WHAT THIS TASK INVOLVES>
Read through the lines below and copy the ones holding the string "named".

§

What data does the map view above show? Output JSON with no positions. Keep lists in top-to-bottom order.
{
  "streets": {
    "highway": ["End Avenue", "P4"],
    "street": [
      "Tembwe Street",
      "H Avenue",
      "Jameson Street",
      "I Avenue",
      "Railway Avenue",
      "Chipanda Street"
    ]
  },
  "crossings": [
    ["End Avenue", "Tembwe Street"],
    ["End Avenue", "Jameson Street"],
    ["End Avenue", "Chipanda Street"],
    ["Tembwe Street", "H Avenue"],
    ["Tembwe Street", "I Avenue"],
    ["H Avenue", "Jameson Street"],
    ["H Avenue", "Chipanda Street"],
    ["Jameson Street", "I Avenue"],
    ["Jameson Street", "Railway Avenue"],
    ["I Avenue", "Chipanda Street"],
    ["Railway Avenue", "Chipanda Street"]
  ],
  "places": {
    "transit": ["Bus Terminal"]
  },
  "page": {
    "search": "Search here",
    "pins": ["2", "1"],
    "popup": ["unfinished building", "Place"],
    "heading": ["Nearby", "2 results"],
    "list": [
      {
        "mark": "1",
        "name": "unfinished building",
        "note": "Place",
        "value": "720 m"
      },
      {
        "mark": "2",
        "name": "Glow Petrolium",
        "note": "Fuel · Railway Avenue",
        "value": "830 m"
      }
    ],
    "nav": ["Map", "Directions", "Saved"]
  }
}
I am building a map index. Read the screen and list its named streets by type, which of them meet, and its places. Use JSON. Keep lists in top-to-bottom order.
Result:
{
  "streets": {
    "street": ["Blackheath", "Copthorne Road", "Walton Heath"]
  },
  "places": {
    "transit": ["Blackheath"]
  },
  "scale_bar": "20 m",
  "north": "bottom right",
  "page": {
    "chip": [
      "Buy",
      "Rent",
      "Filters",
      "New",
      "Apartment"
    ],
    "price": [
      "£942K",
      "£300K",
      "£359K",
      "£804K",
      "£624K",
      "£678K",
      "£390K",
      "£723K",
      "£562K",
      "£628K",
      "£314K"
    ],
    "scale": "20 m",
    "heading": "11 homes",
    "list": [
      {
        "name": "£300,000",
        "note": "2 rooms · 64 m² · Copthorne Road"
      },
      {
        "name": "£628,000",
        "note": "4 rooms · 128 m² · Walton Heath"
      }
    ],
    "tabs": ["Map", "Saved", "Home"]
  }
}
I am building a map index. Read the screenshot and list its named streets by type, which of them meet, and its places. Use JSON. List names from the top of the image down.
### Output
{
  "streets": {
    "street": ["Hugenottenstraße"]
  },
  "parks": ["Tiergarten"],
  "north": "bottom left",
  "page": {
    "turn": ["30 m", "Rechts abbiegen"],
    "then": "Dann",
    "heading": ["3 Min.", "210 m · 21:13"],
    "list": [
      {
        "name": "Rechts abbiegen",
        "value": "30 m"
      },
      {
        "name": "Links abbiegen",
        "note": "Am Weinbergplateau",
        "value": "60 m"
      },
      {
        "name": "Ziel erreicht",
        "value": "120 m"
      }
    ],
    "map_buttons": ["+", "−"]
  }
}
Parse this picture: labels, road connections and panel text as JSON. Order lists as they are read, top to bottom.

§

SOLUTION>
I am building a map index. Read the screen and list its named streets by type, which of them meet, and its places. Use JSON. Keep lists in top-to-bottom order.
I am building a map index. Read the screenshot and list its named streets by type, which of them meet, and its places. Use JSON. List names from the top of the image down.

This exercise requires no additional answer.